Впрочем, я старался не судить, зная, что рассудить этого до конца не сумею. Скоро уехал и -- много лет прошло, а я о Марье Марковне ничего больше не слышал. О сыне ее -- вспомнил, что еще раньше слышал: ранен был какой-то Боровиков на северном фронте. Может, и не он.
Но не раз, за долгие эти, тяжкие годы, вставало передо мной спокойное лицо Марьи Марковны. Ограда церковная, родные клены, розы на могилке. Думал я о Марье Марковне и тогда, когда о матери друга моего Володи узнал. Тысячу дней, тысячу ночей провела она в пытке надеждой и страхом, а когда, наконец, убили Володю на юге красные, сердце не успело отдохнуть: умерла она от горя и сама, через месяц. Не успела поверить, что --
Там, в долине рая,
Жизнь для нас иная
Розой расцветет.
[1932]
КОММЕНТАРИИ
"СЕРДЦЕ, ОТДОХНИ..." Рассказ печатается по первой публикации в журнале "Иллюстрированная Россия" (1932, No 46); условно датируется годом этой публикации. Своеобразным комментарием к рассказу может служить следующая запись Гиппиус в ее дневнике 1940 года: "Теперь надо с трудом вспоминать, кто не умер. И когда вспомнишь -- удивляешься, Бальмонт, например, жив... О других, о самых мне дорогих (в Польше и России) подтверждения их смерти пока нет, хотя для разума нет в ней и сомнения. Я благословляю этот период неизвестности, он дан для приготовления души, для ее примирения с мыслью о их смерти. Эта работа в душе медленно и происходит. Но страшная она все-таки, эта работа. "Сердце, отдохни..." Ведь -- "Есть, нам обещают, Где-то лучший край..." И только "Там, в долине рая Розой расцветая, Сердце отдохнет..." Нет, не раньше <...> Наше горе в том, что настоящая, корневая, навечная любовь не бывает в душе равна вере.

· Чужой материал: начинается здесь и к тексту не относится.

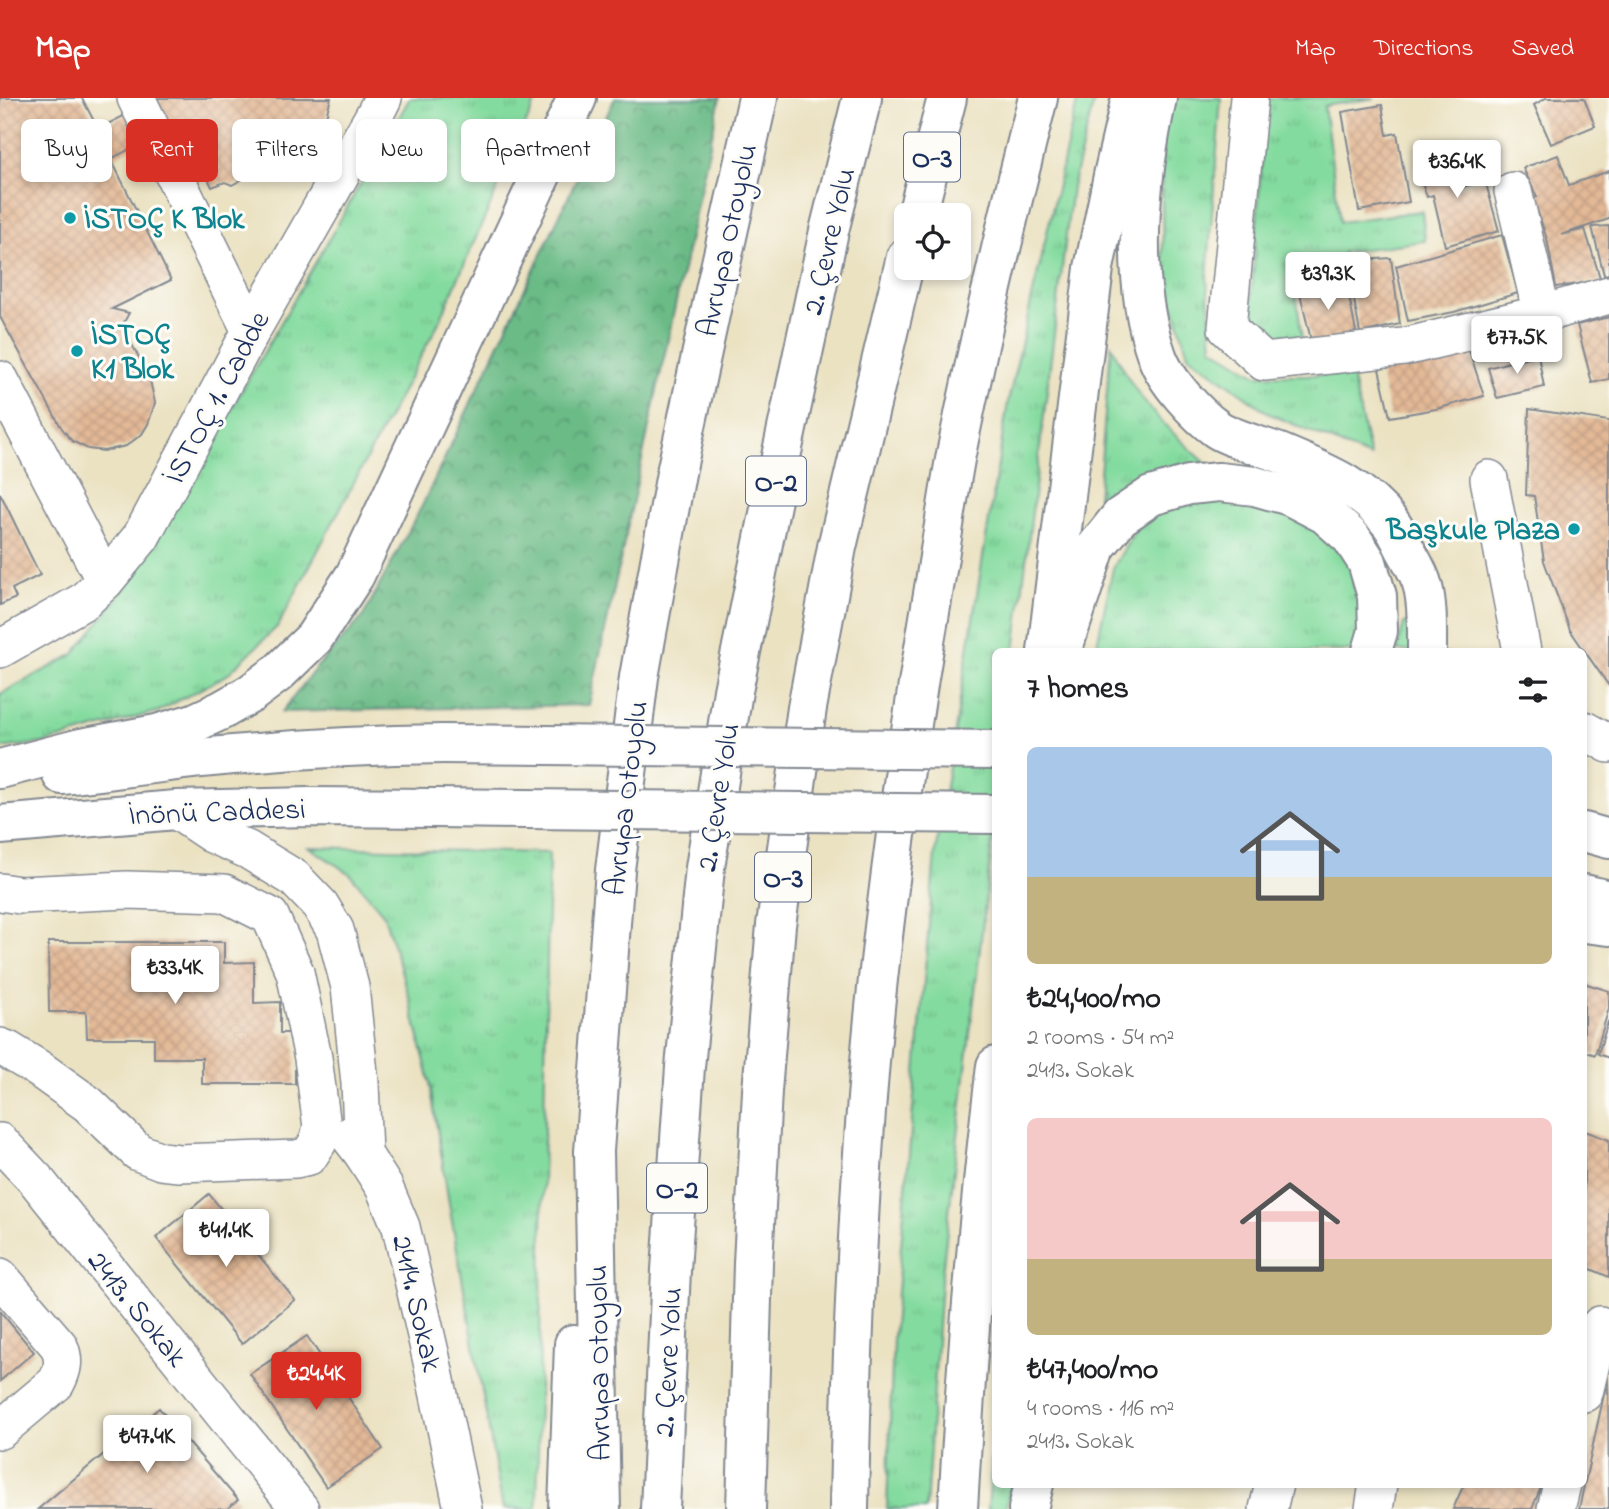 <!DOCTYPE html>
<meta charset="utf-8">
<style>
body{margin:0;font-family:"Indie Flower",sans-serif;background:#f2f2f2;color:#202124;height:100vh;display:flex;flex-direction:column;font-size:26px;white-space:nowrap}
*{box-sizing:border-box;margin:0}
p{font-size:23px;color:#757577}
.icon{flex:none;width:38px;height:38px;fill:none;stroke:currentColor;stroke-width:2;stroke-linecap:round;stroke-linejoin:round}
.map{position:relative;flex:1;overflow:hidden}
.sheet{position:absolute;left:992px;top:550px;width:595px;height:840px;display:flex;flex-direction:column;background:#fff;border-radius:10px;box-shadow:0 4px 10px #0003}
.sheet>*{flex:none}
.top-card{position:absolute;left:21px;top:21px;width:665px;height:63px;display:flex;gap:14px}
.tools{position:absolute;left:894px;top:105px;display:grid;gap:14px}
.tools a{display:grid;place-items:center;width:77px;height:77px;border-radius:10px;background:#fff;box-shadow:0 4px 10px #0003;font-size:35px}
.price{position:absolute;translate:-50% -60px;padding:0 16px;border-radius:7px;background:#fff;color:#222;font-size:23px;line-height:46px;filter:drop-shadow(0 2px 4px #0008)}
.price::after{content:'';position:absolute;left:50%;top:42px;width:21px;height:16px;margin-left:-10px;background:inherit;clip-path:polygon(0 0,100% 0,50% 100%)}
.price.active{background:#d93025;color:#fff}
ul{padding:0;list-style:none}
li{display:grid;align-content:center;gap:14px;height:371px;padding:0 35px}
li span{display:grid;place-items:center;height:217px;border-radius:10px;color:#555}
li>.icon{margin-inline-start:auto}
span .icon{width:126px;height:126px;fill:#fffc;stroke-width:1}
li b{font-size:30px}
h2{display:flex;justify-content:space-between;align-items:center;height:84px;padding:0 35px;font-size:30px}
.pill{padding:0 24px;border-radius:10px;background:#fff;box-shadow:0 4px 10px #0003;font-size:24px;line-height:63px}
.pill.active{background:#d93025;color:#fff}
header{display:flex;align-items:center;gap:42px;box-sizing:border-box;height:98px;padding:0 35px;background:#d93025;color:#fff}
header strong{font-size:33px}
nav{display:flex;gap:38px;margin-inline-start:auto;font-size:24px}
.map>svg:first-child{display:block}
.grass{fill:url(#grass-tufts);stroke:#50857e;stroke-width:2}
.forest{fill:url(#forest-crowns);stroke:#437572;stroke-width:2}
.building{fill:url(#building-cross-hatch)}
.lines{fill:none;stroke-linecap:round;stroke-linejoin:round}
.minor-casing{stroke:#838890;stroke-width:40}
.major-casing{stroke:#838890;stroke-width:42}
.highway-casing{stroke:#838890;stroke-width:42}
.minor{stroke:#fff;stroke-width:37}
.major{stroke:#fff;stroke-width:38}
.highway{stroke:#fff;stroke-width:38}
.highway-bridge-casing{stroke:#838890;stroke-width:42;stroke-linecap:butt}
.highway-bridge{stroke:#fff;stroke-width:38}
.culture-dot{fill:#0f9aa8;stroke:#fdfcf7;stroke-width:2.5}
.labels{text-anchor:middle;stroke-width:6;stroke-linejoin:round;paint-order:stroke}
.shield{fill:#fdfcf7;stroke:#5f6c8c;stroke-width:2}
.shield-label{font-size:28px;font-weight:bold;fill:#1b2f5e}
.culture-label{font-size:30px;font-weight:bold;fill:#0d838f;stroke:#fdfcf7;text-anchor:start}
.street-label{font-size:30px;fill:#1b2f5e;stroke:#fdfcf7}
</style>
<header>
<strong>Map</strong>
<nav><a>Map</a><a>Directions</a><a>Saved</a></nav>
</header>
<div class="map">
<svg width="1609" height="1411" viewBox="0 0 1609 1411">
<defs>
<pattern id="grass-tufts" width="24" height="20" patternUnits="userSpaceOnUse" patternTransform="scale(1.75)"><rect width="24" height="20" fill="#84db9f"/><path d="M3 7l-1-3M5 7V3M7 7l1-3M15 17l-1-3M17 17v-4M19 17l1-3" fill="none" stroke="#71bc8b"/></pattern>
<pattern id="forest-crowns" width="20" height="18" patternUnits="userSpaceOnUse" patternTransform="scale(1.75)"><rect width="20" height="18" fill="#6bbb86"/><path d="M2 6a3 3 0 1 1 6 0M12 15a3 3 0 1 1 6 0" fill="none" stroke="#579871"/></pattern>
<pattern id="building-cross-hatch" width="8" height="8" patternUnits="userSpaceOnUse" patternTransform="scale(1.75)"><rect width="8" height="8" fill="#e3b996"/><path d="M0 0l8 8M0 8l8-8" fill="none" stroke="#c29f84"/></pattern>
</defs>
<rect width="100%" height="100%" fill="#fdfcf7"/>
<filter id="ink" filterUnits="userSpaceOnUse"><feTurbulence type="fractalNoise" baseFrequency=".0143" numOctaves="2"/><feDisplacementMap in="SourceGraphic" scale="14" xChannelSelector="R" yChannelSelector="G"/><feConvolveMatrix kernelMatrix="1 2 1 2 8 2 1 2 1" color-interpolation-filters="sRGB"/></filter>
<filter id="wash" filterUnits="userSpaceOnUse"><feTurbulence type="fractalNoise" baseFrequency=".00686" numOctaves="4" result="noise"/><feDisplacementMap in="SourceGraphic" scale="28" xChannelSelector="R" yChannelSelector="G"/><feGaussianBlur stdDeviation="1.57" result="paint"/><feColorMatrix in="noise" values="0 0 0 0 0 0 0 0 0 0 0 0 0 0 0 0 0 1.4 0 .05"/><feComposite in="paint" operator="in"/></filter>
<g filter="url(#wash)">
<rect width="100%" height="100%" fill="#ebe2c2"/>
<g class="grass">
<polygon points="410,0 537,0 440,222 278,528 227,577 159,613 44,645 0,650 0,596 73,557 136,477"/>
<polygon points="1078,0 1095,0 1072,89 1015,553 996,553 996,713 941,1184 926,1411 887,1411 893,1240 935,756 1008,304"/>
<polygon points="1170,0 1221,0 1207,180 1212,249 1257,277 1352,277 1370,359 1270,316 1188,257 1163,172 1161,31"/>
<polygon points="1266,0 1375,0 1324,8 1340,124 1422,113 1425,143 1343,154 1346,180 1295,187 1303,249 1282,253 1249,232"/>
<path d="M1111,247c7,13 13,27 21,39 20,32 48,56 76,81l-29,1 -27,9 -44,31 -10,-9z"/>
<polygon points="1214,394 1313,421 1362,480 1360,553 1097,553 1098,541 1113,470 1137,429 1174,403"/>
<polygon points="1408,524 1413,553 1397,553 1404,525"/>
<polygon points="309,749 549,755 537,1411 503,1411 450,1112 430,985 408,895 384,817 350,776"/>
<polygon points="996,1306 996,1386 1012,1386 1005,1411 988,1411"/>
</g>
<polygon class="forest" points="615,0 720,0 589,607 282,614 316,570 362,520 422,408"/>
<g id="blocks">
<g class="building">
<polygon points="0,0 82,0 98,31 159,0 331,0 320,40 290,56 281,54 279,63 269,61 251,69 250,77 232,87 225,84 212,89 181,24 111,61 171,182 112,211 129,215 122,228 149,278 155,305 148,326 142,336 126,348 104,353 88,351 72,343 61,329 0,219"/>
<polygon points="1546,0 1584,0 1595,28 1551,46 1534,7"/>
<polygon points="1382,7 1387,37 1397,35 1409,104 1359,113 1342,14"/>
<polygon points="1447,49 1459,90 1485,82 1499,133 1445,148 1433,97 1427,99 1415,63"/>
<polygon points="1558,57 1569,87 1609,73 1609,121 1561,137 1585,131 1601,183 1556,189 1547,141 1533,100 1537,99 1523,70"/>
<polygon points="1609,128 1609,176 1604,177 1592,129"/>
<polygon points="1502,137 1518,195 1454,214 1408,223 1396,168"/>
<polygon points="1391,160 1400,226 1360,235 1347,163"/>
<polygon points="1346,183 1356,234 1312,246 1299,192"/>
<polygon points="1609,219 1609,281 1592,285 1577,227"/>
<polygon points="1468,249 1484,298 1436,311 1390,319 1379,271"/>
<polygon points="1538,256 1544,289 1497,300 1488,270"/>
<polygon points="1529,311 1609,323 1609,588 1570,532 1544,463 1534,398 1526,397"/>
<polygon points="0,395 40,477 12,491 16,500 0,507"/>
<polygon points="48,844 224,844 224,865 254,864 254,905 280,904 280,935 295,935 295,986 202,986 202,960 154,960 154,940 87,940 86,914 49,914"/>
<polygon points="1584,885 1609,893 1609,910 1595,957 1584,953"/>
<polygon points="1608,924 1609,925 1609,960 1598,956"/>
<polygon points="1585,1033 1609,1042 1609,1179 1584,1168 1584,1036"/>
<polygon points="209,1096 295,1202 242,1246 156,1140"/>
<polygon points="0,1213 34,1254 0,1283"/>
<polygon points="307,1238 383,1351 326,1389 250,1276"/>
<polygon points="1608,1278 1609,1411 1579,1411"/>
<polygon points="159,1310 238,1402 227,1411 38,1411"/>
<polygon points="1464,1386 1542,1386 1532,1411 1453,1411"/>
</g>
</g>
</g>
<g filter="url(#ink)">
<use href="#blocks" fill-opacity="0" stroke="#838890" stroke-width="2"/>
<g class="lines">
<defs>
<g id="minor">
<polyline points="136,0 251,233"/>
<polyline points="1249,0 1227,230 1264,264 1404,249 1542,216 1609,197"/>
<polyline points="1513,93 1542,216"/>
<polyline points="0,282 105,483"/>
<polyline points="1489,381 1522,553"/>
<polyline points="0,551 84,503 105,483 141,439 251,233 375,16 383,0"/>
<polyline points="1584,632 1609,646"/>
<polyline points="176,712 212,736 248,752 294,780 320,807 335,832 350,889 360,985 363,1056"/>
<polyline points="0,794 20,797 127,792 224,795 270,818 295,874 313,960 322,1029 318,1044 309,1058 296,1061 179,1065 161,1063 138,1054 88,1006 39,971 8,952 0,949"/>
<polyline points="349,1038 363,1056 384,1089 401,1129 431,1259 463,1411"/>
<polyline points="0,1044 36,1082 300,1411"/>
<path d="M0,1179l59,69c6,14 4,24 -3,37l-56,47"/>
<polyline points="1584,1295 1600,1227"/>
<polyline points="1268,1411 1274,1386"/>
<polyline points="1374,1411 1378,1386"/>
<polyline points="1556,1411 1562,1386"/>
</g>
<g id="major">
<polyline points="1584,734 1609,741"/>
<polyline points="1584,796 1609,802"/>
<polyline points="1584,825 1609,828"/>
<polyline points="1028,1411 1034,1386"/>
</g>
<g id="highway">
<path d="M1157,0c-17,79 -28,181 0,258 8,24 40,59 60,73 15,10 47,18 65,25 43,18 81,33 110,71 5,7 9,16 13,24 6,11 15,25 18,38 5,20 4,43 4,64"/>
<polyline points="917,117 947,0"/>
<polyline points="1065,544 1096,449 1120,419 1151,398 1189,387 1219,384 1255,388 1290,398 1325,416 1351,439 1367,464 1377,498 1378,533 1372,553"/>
<polyline points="1047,553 1094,170 1114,73 1131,0"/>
<polyline points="0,671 81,650 157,636 194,625 222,612 250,596 278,575 314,540 355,477 577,0"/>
<path d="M62,677c46,-4 92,-12 139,-17 80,-8 161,-13 242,-14"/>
<polyline points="0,727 176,712 309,709 434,710"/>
<polyline points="568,1411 574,1246"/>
<polyline points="601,1411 594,1053 615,772 639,579 676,375 716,188 758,0"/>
<polyline points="660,1411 671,1172 685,969 705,770 733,593 771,406 829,133 862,0"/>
<polyline points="746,1411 753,1165 762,993 776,827 807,610 837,449 906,159"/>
<path d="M849,1411c3,-177 10,-354 29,-530 15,-133 34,-265 57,-397 7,-43 13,-85 21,-128 24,-119 52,-238 82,-356"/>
<path d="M958,1411c8,-148 20,-296 38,-443"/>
</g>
</defs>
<use href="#minor" class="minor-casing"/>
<use href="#major" class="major-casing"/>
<use href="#highway" class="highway-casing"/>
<use href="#minor" class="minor"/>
<use href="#major" class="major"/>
<use href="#highway" class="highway"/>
<defs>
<g id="highway-bridge">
<polyline points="443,646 996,652"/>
<polyline points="434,710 996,716"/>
</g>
</defs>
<use href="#highway-bridge" class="highway-bridge-casing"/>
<use href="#highway-bridge" class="highway-bridge"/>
</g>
</g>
<g class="culture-dot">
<circle cx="70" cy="120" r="7"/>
<circle cx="77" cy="253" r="7"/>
<circle cx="1574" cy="431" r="7"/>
</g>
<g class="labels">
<g class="shield">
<rect x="904" y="34.5" width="56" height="49" rx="5"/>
<rect x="746" y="358.5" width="60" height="49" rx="5"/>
<rect x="755" y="754.5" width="56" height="49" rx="5"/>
<rect x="647" y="1065.5" width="60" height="49" rx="5"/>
</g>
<g class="shield-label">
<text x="932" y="69">O-3</text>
<text x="776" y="393">O-2</text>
<text x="783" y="789">O-3</text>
<text x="677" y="1100">O-2</text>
</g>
<g class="culture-label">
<text x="84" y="130">İSTOÇ K Blok</text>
<text x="91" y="246">İSTOÇ<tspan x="91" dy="34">K1 Blok</tspan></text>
<text x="1560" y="441" text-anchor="end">Başkule Plaza</text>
</g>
<g class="street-label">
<text transform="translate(726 142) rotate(-78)" y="10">Avrupa Otoyolu</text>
<text transform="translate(828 143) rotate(-77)" y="10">2. Çevre Yolu</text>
<text transform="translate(216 299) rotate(-62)" y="10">İSTOÇ 1. Cadde</text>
<text transform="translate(717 699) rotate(-81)" y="10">2. Çevre Yolu</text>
<text transform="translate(625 700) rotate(-83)" y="10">Avrupa Otoyolu</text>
<text transform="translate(217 713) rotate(-2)" y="10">İnönü Caddesi</text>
<text transform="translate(418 1205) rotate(77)" y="10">2414. Sokak</text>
<text transform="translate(138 1210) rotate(51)" y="10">2413. Sokak</text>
<text transform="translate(667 1264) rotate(-87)" y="10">2. Çevre Yolu</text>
<text transform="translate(598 1265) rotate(-91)" y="10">Avrupa Otoyolu</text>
</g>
</g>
</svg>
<div class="tools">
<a><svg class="icon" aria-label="locate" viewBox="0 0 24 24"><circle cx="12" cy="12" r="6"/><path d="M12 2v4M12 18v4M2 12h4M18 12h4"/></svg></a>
</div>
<b class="price" style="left:1457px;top:102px">₺36.4K</b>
<b class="price" style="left:1328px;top:214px">₺39.3K</b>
<b class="price" style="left:1517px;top:278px">₺77.5K</b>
<b class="price" style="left:175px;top:908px">₺33.4K</b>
<b class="price" style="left:226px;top:1171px">₺41.4K</b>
<b class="price active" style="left:316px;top:1314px">₺24.4K</b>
<b class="price" style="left:147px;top:1377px">₺47.4K</b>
<div class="top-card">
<a class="pill">Buy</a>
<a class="pill active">Rent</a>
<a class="pill">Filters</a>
<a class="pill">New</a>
<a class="pill">Apartment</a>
</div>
<section class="sheet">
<h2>7 homes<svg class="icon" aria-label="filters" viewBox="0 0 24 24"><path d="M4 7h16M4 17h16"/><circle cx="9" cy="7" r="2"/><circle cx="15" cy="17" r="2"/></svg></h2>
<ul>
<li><span style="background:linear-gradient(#a9c7e8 60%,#c2b280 0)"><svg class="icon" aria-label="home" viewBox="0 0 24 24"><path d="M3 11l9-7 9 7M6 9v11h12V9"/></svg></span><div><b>₺24,400/mo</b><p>2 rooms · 54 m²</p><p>2413. Sokak</p></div></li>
<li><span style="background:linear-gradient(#f6c9c9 65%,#c2b280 0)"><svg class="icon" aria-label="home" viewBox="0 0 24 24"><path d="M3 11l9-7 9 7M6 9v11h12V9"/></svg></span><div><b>₺47,400/mo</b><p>4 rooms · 116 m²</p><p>2413. Sokak</p></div></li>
</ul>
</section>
</div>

Вера непременно слабее любви. По силе любовь оказывается равна -- смерти. Даже у святых <...> От неравенства любви и веры -- страданье. "Есть, нам обещают..." Да, я знаю, я... верю... А смерть -- вот она" (Серое с красным. Дневник 1940. Новый журнал. 1953. Т. 33. С. 214). Сердце, отдохни...-- строки из стихотворения В. А. Жуковского "Песня" ("Розы расцветают..."). Туда через могилу путь...-- строки из стихотворения В. А. Жуковского "Деревенский сторож в полночь (Из И. П. Гебеля)".